119番に電話をすると、<火事ですか、救急ですか。>とまず聞かれます。119=救急だけではないことを知っておくと慌てません。

救急ですと答えると、どうされましたと聞かれるので、『誰誰がこういう状態です』ということをまず端的に伝えるとスムーズです。あわてると事故の状況や倒れた経過などを長々と話しがちになってしまいます。『おじいちゃんが玄関で転んで動けなくなりました。』『父が突然倒れて意識がありません。』『熱が出ていた子供がひきつけを起こしました。』といったように現状を端的に話すと、救急指令にうまく伝わります。

次に症状を的確に伝えるうえで重要なキーワード、症状をお伝えします。

1番は意識の有無です。2番目は呼吸の有無です。意識は最も重要です。眠っているのではないかは確実にチェックしたいものです。

呼吸は一般の方には難しいチェックポイントです。しっかりと普通の呼吸をしていればよいのですが、呼吸が弱い時やしゃくるような呼吸の場合の判断に困ります。呼吸が弱いと思われる場合は胸の真上から全体的な胸の動きを見たり、自分の顔を傷病者の胸に近づけて胸、おなかの動きを見たり、鼻息などを聞き取ることが必要となります。
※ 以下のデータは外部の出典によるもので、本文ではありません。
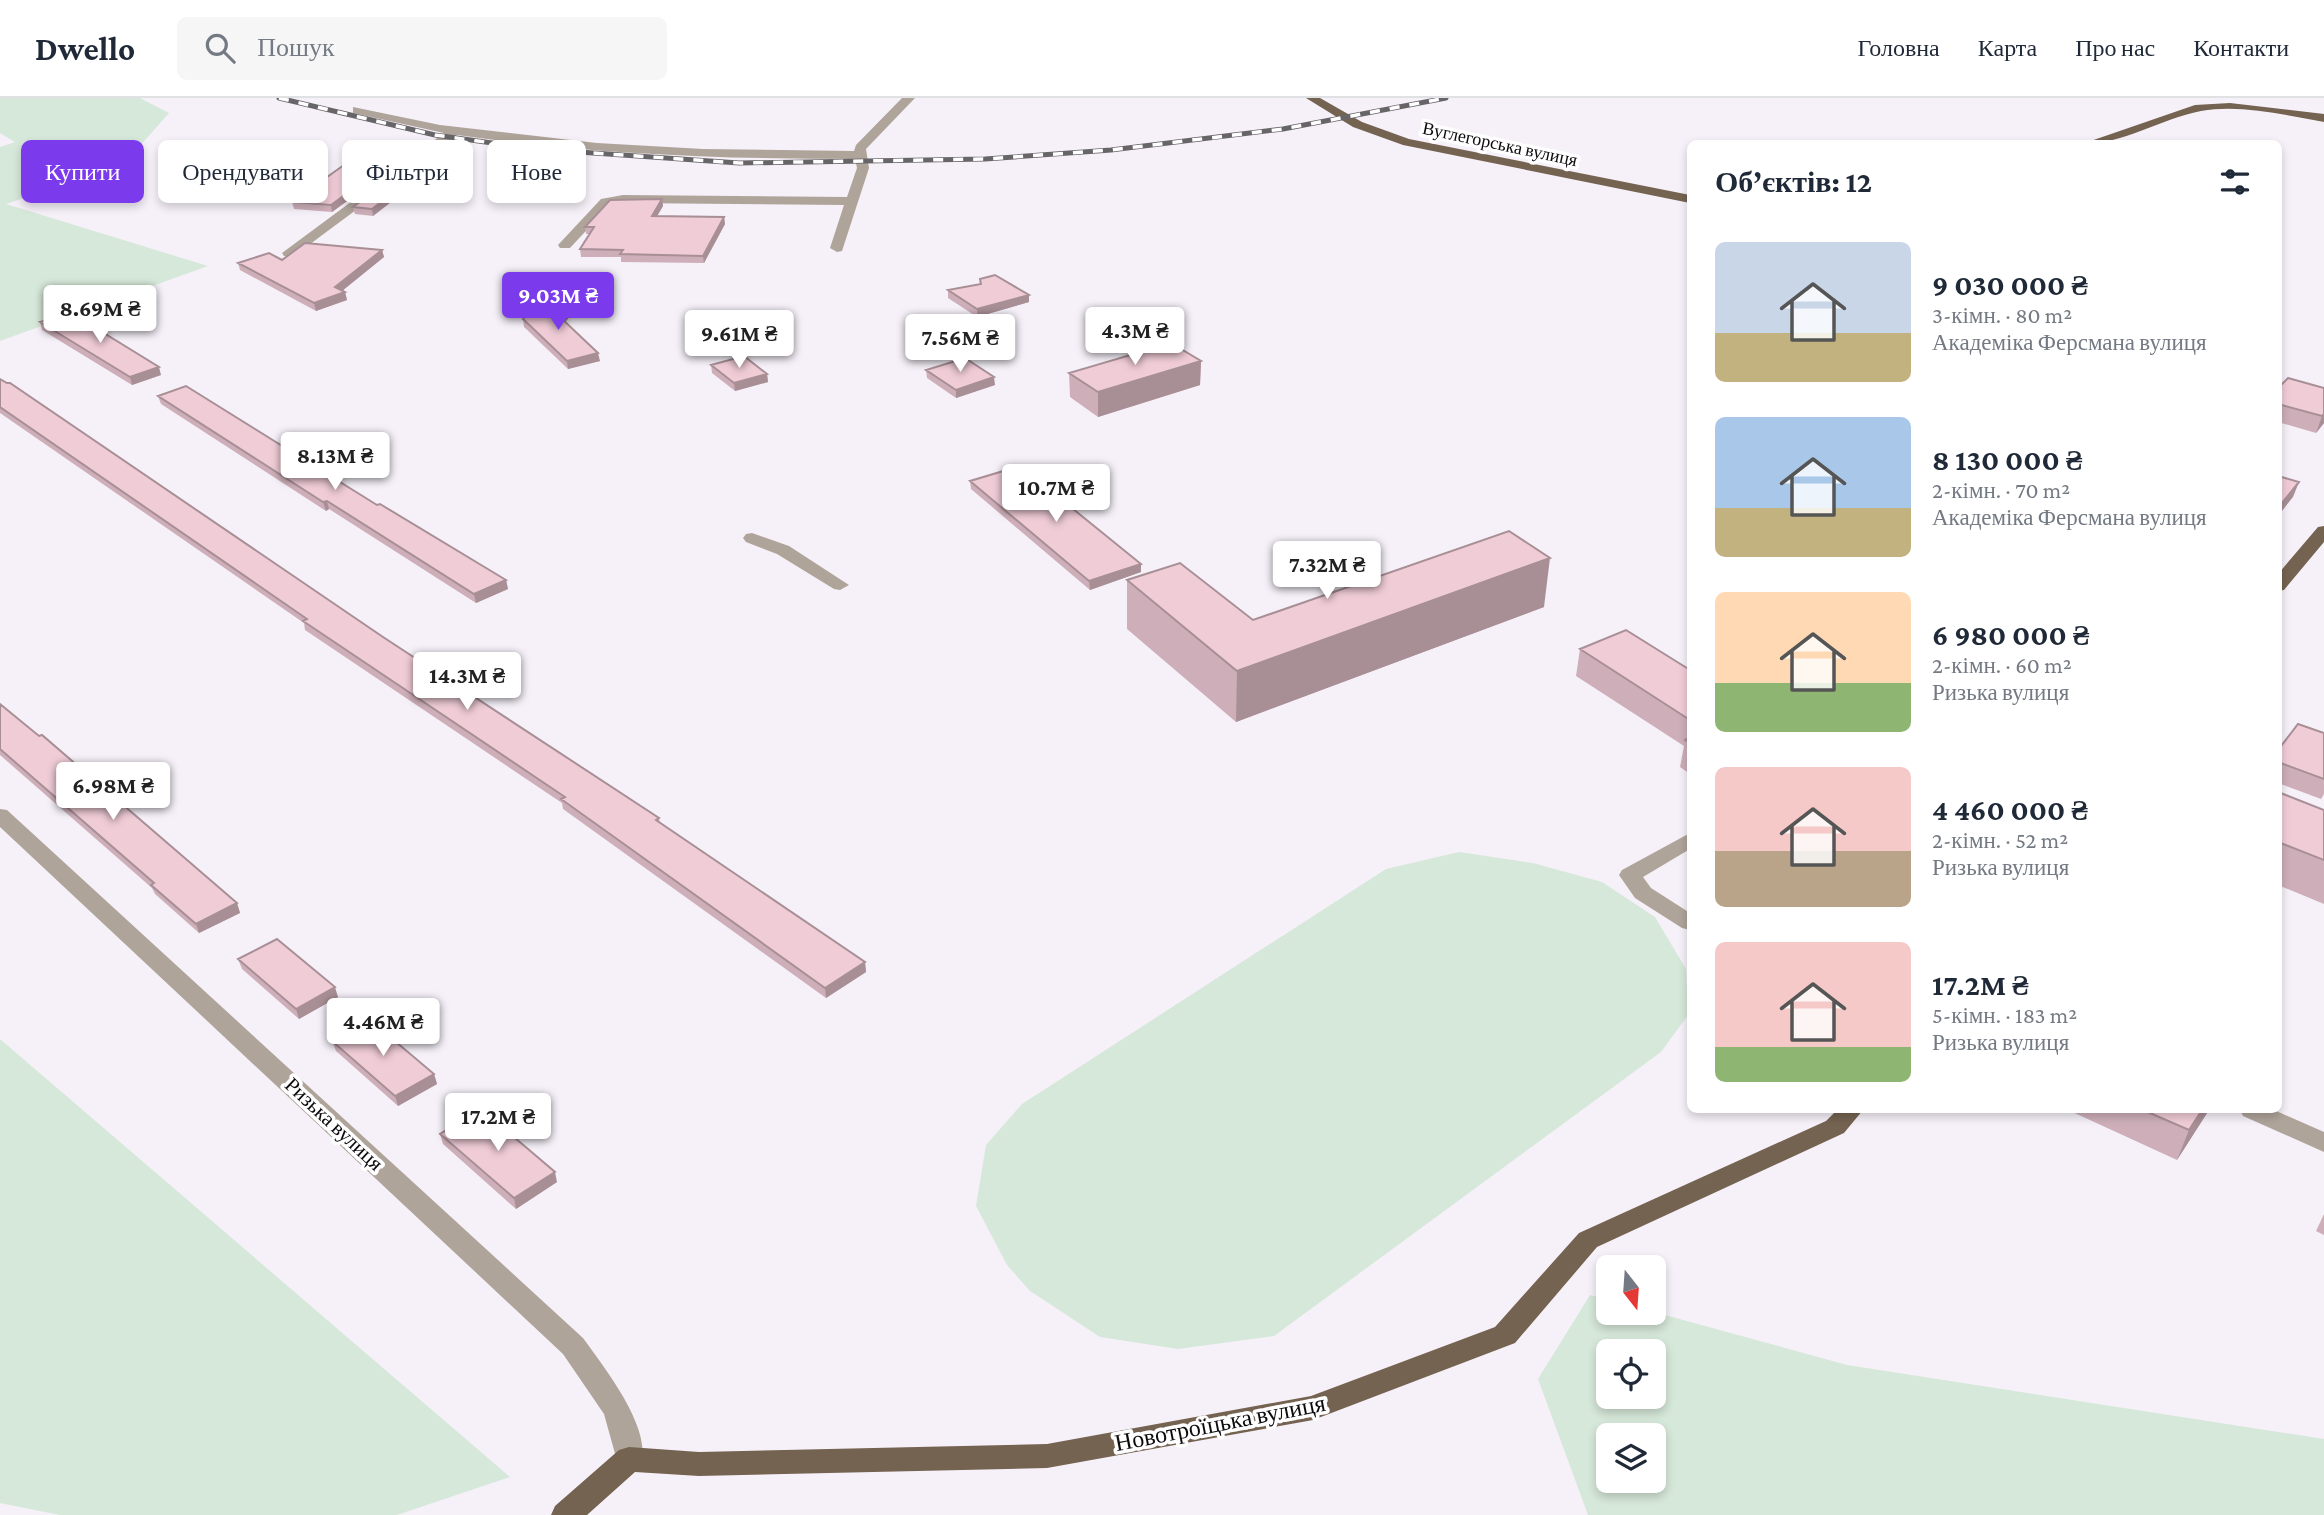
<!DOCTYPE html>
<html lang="uk">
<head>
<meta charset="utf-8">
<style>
  :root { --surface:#fff; --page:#f6f6f7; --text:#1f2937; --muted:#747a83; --line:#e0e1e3; --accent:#7c3aed }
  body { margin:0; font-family:"Crimson Pro",serif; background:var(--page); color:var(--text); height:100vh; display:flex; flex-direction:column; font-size:26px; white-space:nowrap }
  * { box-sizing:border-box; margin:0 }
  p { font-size:23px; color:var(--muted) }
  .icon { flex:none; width:38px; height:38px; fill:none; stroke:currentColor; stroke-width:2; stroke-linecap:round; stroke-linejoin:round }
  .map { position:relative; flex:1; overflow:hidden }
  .details { position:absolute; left:1687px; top:42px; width:595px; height:973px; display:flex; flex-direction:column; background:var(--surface); border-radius:10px; box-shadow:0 4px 10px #0003 }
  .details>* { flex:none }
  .banner { position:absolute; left:21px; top:42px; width:665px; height:63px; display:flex; gap:14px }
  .needle { width:46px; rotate:163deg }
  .fabs { position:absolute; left:1596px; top:1157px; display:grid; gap:14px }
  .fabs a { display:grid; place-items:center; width:70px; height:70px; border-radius:10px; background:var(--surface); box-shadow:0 4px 10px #0003; font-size:35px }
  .price { position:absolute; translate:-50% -60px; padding:0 16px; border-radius:7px; background:#fff; color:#222; font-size:23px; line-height:46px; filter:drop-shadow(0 2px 4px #0008) }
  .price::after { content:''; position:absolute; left:50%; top:42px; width:21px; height:16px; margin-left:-10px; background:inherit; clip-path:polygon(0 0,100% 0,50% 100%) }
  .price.current { background:var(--accent); color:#fff }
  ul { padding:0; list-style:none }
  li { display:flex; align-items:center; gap:21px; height:175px; padding:0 28px }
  li span { display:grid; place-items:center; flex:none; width:196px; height:140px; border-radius:10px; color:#555 }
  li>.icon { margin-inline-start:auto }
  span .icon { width:84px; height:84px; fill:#fffc; stroke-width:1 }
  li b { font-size:30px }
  h2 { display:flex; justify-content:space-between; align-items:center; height:84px; padding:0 28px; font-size:30px }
  .pill { padding:0 24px; border-radius:10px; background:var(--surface); box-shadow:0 4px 10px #0003; font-size:24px; line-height:63px }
  .pill.current { background:var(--accent); color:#fff }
  header { display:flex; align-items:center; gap:42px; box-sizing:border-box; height:98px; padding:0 35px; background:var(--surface); border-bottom:2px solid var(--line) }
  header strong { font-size:33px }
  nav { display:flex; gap:38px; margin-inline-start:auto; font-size:24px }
  .search { width:490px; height:63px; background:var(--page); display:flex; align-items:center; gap:18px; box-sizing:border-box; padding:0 24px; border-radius:10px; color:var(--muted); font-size:26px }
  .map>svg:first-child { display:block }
</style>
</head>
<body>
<header>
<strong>Dwello</strong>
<div class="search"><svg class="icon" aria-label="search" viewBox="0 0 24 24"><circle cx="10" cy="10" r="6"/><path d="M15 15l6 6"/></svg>Пошук</div>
<nav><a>Головна</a><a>Карта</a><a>Про нас</a><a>Контакти</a></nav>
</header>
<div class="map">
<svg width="2324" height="1417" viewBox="0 0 2324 1417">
  <rect width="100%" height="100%" fill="#f6f1f9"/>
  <path fill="#d6e8d9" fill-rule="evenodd" d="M0,0H140L169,15L123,67L6,106L208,168L0,243V49L15,44L0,35Z
    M1459,754L1533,765L1602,784L1655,819L1686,871L1688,917L1661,954L1274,1238L1178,1251L1100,1239L1030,1193L1007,1167L976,1108L986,1047L1022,1006L1386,771Z
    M0,941L510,1379L397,1417H60L0,1405Z
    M1590,1197L1608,1202V1214H1654L1847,1267L2324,1341V1417H1588L1538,1281ZM1608,1253H1654V1298H1608ZM1608,1337H1654V1382H1608Z"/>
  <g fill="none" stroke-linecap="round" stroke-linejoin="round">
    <path fill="#afa49a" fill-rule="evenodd" d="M902,0H915L866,51L869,70L842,153L837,154L830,150L844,107L623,105L610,107L570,150H560L558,147L601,101L623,97L847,99L857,70L855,61C722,61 589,56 457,37L294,158H284L282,155L444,35L353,15V9L440,27L597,45L703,51L854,53L856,47Z
      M752,435L789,448L849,487L840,492L834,491L777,456L746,444L743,440L746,436Z
      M0,711L7,712L583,1240C603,1268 657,1335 639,1370L629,1373L619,1370L604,1316L563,1256L0,729Z
      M1690,735V751L1643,779L1651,790L1690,815V832L1682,830L1635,800L1619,777L1622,772Z
      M2240,1012H2274L2324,1034V1054L2243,1018Z"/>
    <path fill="#756351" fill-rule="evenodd" d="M1306,0H1320L1362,24L1409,41L1690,97V105L1403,47L1353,29Z
      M2230,5L2324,16V24C2285,17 2240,6 2201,13C2160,21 2124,46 2082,46L2195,7Z
      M2324,428V444L2284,492L2278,493V476L2318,429Z
      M1837,1012H1863L1844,1035L1597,1149L1515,1245L1313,1322L1047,1370L699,1378L635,1374L587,1417H551L555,1408L619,1352L629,1349L699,1354L1047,1346L1311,1298L1495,1229L1579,1135L1826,1023Z"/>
    <g stroke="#686569" stroke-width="5">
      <path id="rail" d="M279,0L435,37L535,51L739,65L985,61L1111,52L1283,31L1446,0"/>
    </g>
    <use href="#rail" stroke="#fff" stroke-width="3.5" stroke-dasharray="10" stroke-linecap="butt"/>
  </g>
  <path fill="#ceafb9" d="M421,73L422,80L373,118L355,116L353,109Z
    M383,77L332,114L294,111L292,104Z
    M662,101L663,108L657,118L724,119L725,126L704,165L621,164V159H581L580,151L589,136H586L585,129Z
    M382,152L384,159L342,193L345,194L347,202L316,213L240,172L238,165L282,162Z
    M948,192L1029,197V204L977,219L948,200Z
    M570,209L571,217L565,224L600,263L568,271L524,229L523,221Z
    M40,224L161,277L132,287L42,232Z
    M1201,263L1200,287L1098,319L1070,299L1069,275Z
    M711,267L767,276L768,284L735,293L712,275Z
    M926,272L995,287L956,300L927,280Z
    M0,281L383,539L659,720L660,725L865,864L866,874L826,900L563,711L562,705L305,532L304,525L0,315Z
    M2278,290H2324V325L2316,335L2278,324Z
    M158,298L377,407L506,482L508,491L476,505L329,411L326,413L161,306Z
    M970,383L1141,466V474L1090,492L971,391Z
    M1127,482L1253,522L1544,509L1236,624L1127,531Z
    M1580,551L1690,572V676L1680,669L1684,648L1576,578Z
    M0,606L237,805L240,815L199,835L155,796L152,790L0,657Z
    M2324,635V696L2321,701L2278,685V652Z
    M2278,694L2324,712V806L2278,787Z
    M238,861L338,899L299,921L242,871Z
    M332,943L434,976L437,986L398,1008L336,953Z
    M2068,1012H2209L2177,1062Z
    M440,1036L557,1084L516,1111L443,1046Z
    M2324,1116V1137L2316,1133Z"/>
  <path fill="#a88f96" d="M381,70L383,77L332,114L331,107Z
    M421,73L422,80L373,118L372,111Z
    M662,101L663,108L653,125L652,118Z
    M724,119L725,126L704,165L703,158Z
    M382,152L384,159L337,197L335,189Z
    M345,194L347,202L316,213L314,205Z
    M1029,197V204L977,219V211Z
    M570,209L571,217L562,228L561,220Z
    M598,255L600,263L568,271L567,263Z
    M1201,263L1200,287L1098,319V294Z
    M159,269L161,277L132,287L130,279Z
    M767,276L768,284L735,293L734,285Z
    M994,279L995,287L956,300V292Z
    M2324,316V325L2316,335L2322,318Z
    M2299,384L2293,399L2278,418V410Z
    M327,403L329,411L326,413L323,404Z
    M1550,460L1544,509L1236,624L1237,573Z
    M1141,466V474L1090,492L1089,483Z
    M506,482L508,491L476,505L474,496Z
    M237,805L240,815L199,835L196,826Z
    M865,864L866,874L826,900L825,890Z
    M335,889L338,899L299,921L296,911Z
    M434,976L437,986L398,1008L395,998Z
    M2202,1012H2209L2177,1062L2189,1032Z
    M555,1074L557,1084L516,1111L514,1100Z"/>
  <path fill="#f0ccd7" stroke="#a88f96" stroke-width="2" d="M344,67L381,70L331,107L292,104Z
    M404,72L421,73L372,111L353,109Z
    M662,101L652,118L724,119L703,158L620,156L623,152L580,151L594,129H585L610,102Z
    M305,145L382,152L335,189L345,194L314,205L238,165L269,155L282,162Z
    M995,177L1029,197L977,211L948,192L981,186L980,181Z
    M534,208L570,209L561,220L598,255L567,263L523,221Z
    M73,216L159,269L130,279L40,224Z
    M1171,245L1201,263L1098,294L1069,275Z
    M744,258L767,276L734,285L711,267Z
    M965,260L994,279L956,292L926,272Z
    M2288,280L2324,290V316L2322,318L2278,306V290Z
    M0,281L7,285H10L383,539L659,720L656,722L865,864L825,890L561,701L565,699L303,523L307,521L0,309Z
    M186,288L377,407L380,406L506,482L474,496L327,403L323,404L158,298Z
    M1020,368L1141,466L1089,483L970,383Z
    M2278,378L2299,384L2278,410Z
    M1509,433L1550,460L1237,573L1127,482L1180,465L1253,522Z
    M1626,532L1690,572V622L1580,551Z
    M0,606L39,638L42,637L237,805L196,826L151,787L154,785L0,651Z
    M2298,626L2324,635V681L2278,664V652Z
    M1690,639V645L1685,642Z
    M2278,694L2324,712V762L2278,744Z
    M277,841L335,889L296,911L238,861Z
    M370,922L434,976L395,998L332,943Z
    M481,1011L555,1074L514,1100L440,1036Z
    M2143,1012H2202L2189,1032Z"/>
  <g text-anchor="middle" stroke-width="7" stroke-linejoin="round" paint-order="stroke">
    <g font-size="18" fill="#0d0b0e" stroke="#fff">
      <text transform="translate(1500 46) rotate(12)" y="6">Вуглегорська вулиця</text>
    </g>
    <g font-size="21" fill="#0d0b0e" stroke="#fff">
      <text transform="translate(334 1026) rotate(43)" y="7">Ризька вулиця</text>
    </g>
    <g font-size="24" fill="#0d0b0e" stroke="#fff">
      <text transform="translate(1220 1325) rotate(-11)" y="8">Новотроїцька вулиця</text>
    </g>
  </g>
</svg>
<div class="fabs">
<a><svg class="needle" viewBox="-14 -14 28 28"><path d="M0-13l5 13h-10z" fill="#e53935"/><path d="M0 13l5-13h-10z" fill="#747a83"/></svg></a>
<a><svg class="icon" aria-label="locate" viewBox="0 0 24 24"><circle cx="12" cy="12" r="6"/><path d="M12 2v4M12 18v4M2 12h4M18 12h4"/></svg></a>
<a><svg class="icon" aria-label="layers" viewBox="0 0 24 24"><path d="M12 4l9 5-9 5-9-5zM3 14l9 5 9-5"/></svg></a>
</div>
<b class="price current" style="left:558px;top:234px">9.03M ₴</b>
<b class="price" style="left:100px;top:247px">8.69M ₴</b>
<b class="price" style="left:1135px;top:269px">4.3M ₴</b>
<b class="price" style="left:739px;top:272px">9.61M ₴</b>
<b class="price" style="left:960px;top:276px">7.56M ₴</b>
<b class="price" style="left:335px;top:394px">8.13M ₴</b>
<b class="price" style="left:1056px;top:426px">10.7M ₴</b>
<b class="price" style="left:1327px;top:503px">7.32M ₴</b>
<b class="price" style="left:467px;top:614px">14.3M ₴</b>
<b class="price" style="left:113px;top:724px">6.98M ₴</b>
<b class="price" style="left:383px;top:960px">4.46M ₴</b>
<b class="price" style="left:498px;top:1055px">17.2M ₴</b>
<div class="banner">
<a class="pill current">Купити</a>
<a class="pill">Орендувати</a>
<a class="pill">Фільтри</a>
<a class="pill">Нове</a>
</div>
<section class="details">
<h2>Об’єктів: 12<svg class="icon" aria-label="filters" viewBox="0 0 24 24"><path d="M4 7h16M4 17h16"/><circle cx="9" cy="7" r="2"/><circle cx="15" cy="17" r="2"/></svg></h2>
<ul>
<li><span style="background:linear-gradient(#c9d6e8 65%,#c2b280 0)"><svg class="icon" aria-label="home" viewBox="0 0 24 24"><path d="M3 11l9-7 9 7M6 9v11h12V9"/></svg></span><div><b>9 030 000 ₴</b><p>3-кімн. · 80 m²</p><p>Академіка Ферсмана вулиця</p></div></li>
<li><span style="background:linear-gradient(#a9c7e8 65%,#c2b280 0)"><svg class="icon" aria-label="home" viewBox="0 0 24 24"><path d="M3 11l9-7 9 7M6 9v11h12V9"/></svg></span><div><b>8 130 000 ₴</b><p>2-кімн. · 70 m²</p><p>Академіка Ферсмана вулиця</p></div></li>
<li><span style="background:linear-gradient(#ffd9b3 65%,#8fb573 0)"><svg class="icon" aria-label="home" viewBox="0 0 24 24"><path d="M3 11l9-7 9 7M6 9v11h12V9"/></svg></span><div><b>6 980 000 ₴</b><p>2-кімн. · 60 m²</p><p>Ризька вулиця</p></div></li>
<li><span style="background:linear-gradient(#f6c9c9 60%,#b9a48a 0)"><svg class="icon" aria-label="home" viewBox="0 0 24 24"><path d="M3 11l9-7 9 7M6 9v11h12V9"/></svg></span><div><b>4 460 000 ₴</b><p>2-кімн. · 52 m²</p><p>Ризька вулиця</p></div></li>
<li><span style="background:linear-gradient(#f6c9c9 75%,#8fb573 0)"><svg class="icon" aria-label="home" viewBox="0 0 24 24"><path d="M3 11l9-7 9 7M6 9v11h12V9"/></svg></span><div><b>17.2M ₴</b><p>5-кімн. · 183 m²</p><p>Ризька вулиця</p></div></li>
</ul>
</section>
</div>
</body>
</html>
また、下顎を動かしてしゃくりあげるような呼吸が不規則にある場合、呼吸をしていると思いがちになりますが、死戦期呼吸といわれる心停止の時のいわゆる断末魔的な呼吸のことがあります。意識がない方でのこういった呼吸は心停止と考えられますので、意識がなく、しゃくりあげるような息が見受けられる場合は、そういった状態を救急司令員に伝えることが非常に重要です。

とくに身内の方の急変時には、“悪い状態だとは思いたくない”という意識が働き、息をしていると思いたくなりますが、救命処置が遅れるほどに生き返らせる可能性が下がります。難しいことですが、冷静な判断が必要になります。

重要なことが端的に救急司令員に伝われば、後は向こうからの質問にできるだけ手短で的確に伝えるようにしてください。

6さいごに

さいごに

今回は当院救急センターの現況と、皆さま方に有効に救急センターを利用していただくためのポイントをいくつかご説明させていただきました。

今後も地域の方々の健康を守るため24時間体制で救急医療が展開できるよう日々邁進していきますので、ご協力のほどよろしくお願い申し上げます。